• DATASET RECORDS

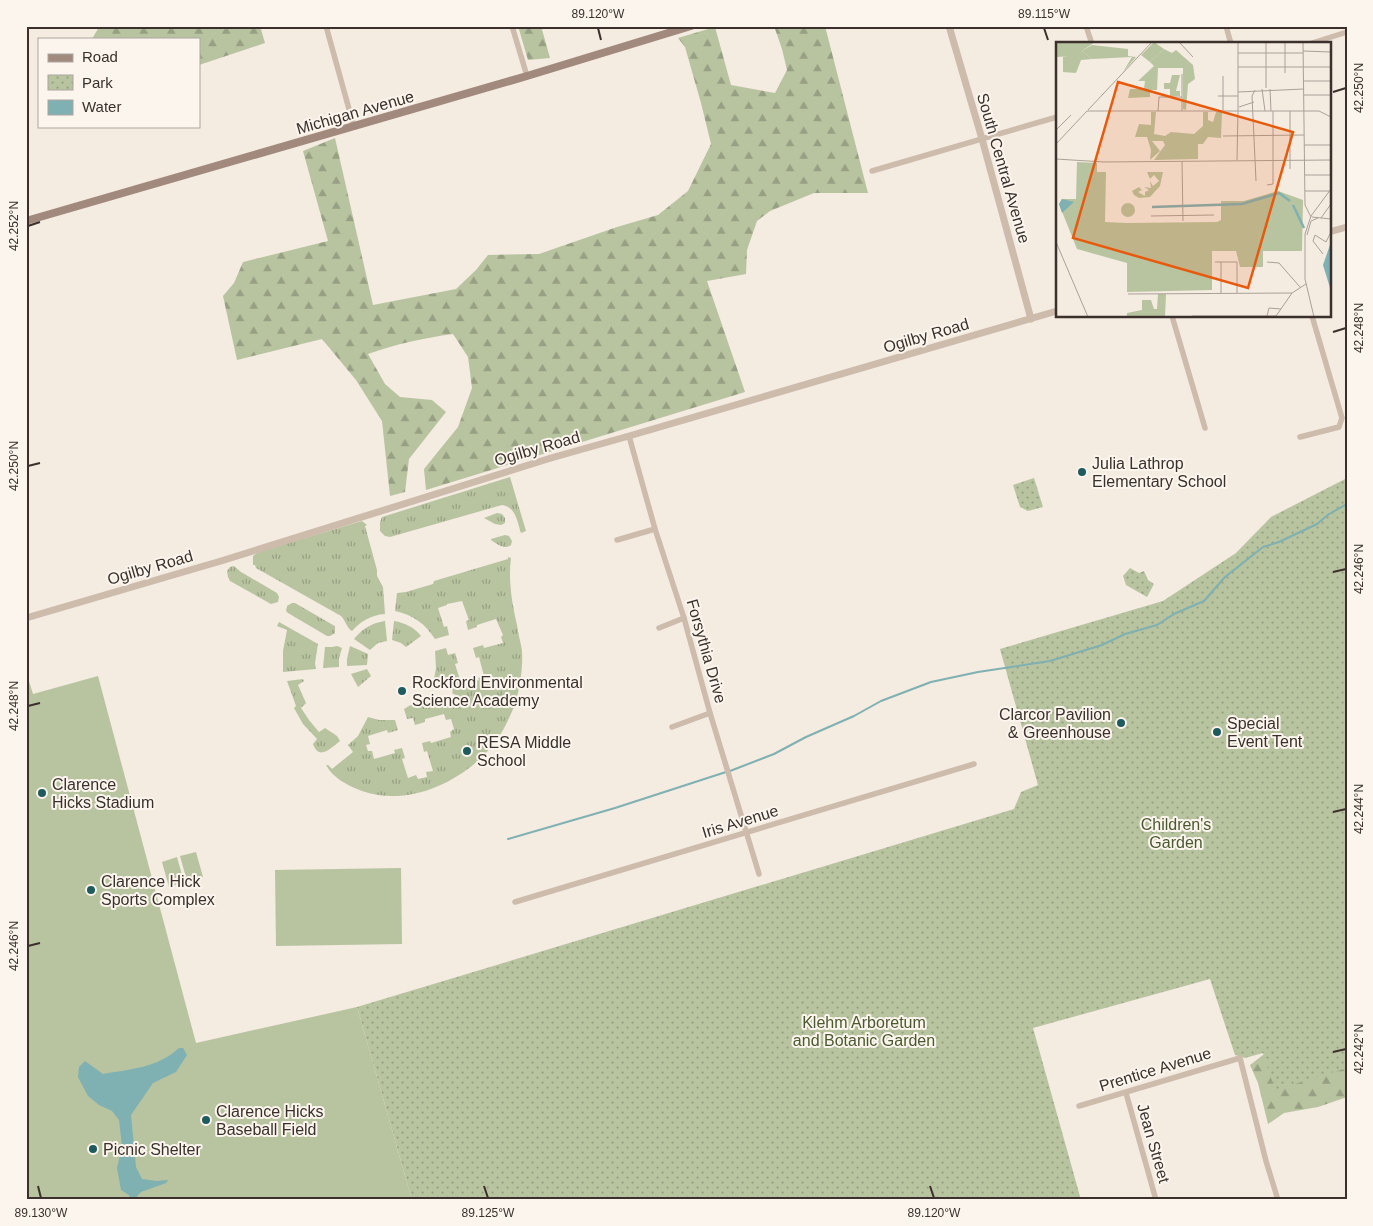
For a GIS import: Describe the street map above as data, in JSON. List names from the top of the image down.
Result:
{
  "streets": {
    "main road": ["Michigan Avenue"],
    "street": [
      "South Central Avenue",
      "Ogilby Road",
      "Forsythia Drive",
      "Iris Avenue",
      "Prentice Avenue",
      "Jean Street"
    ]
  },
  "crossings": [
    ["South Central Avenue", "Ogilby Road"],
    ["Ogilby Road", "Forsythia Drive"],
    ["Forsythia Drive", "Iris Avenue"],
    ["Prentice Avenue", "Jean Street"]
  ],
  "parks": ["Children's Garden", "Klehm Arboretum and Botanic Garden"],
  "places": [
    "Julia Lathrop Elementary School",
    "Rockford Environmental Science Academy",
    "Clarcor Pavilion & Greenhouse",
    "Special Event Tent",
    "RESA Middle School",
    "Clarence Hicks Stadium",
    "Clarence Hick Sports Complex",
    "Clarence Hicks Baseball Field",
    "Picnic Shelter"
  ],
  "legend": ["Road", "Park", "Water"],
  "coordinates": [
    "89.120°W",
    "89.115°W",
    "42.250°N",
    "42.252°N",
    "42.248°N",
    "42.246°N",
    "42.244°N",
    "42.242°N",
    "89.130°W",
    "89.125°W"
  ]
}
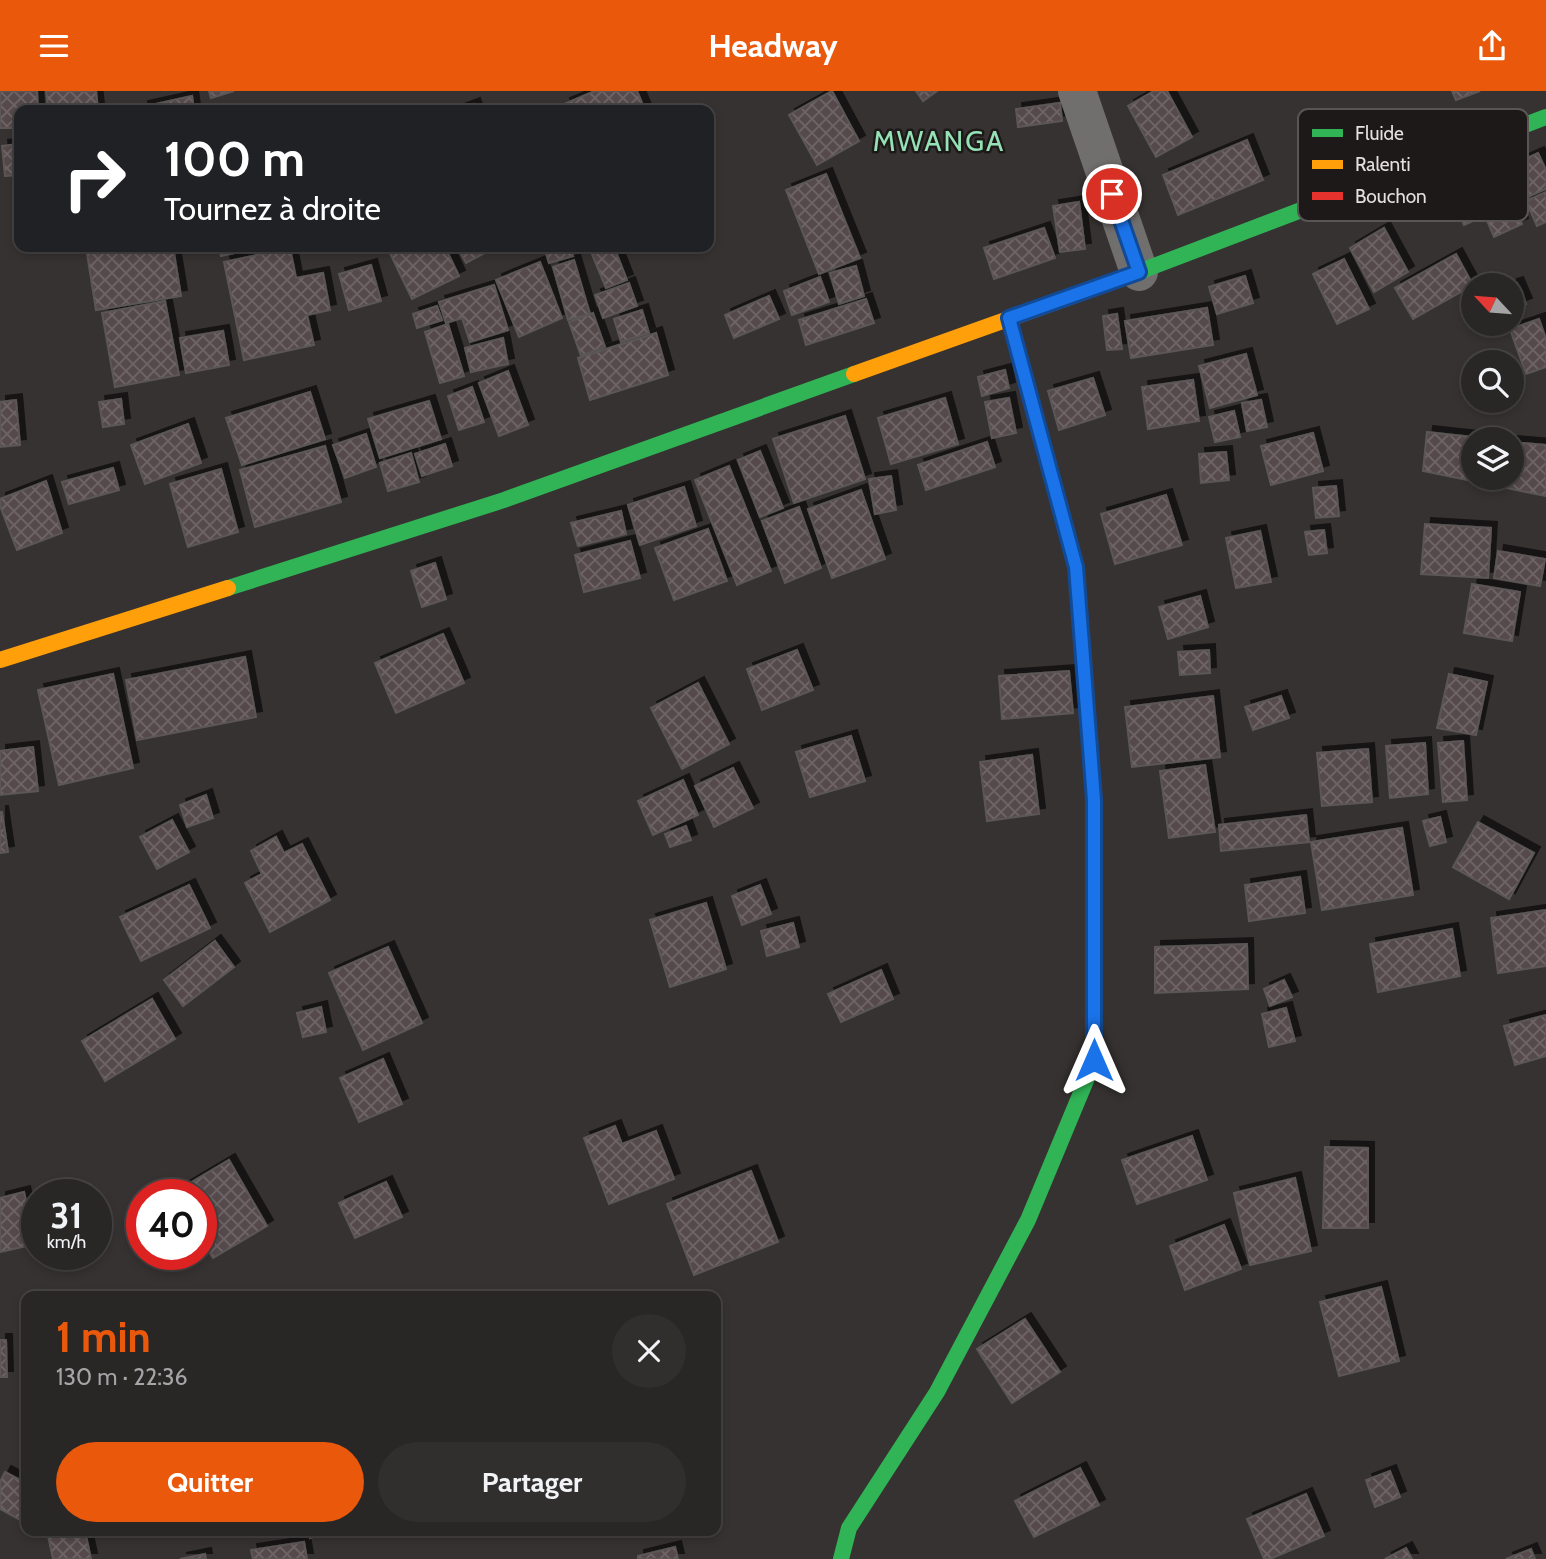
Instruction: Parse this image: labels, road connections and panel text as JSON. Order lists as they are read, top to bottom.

• EXERCISE INSTRUCTIONS
Please say how many lines of the listing hold the string "image", answering with the number alone.

• RESULT OF THIS TASK
2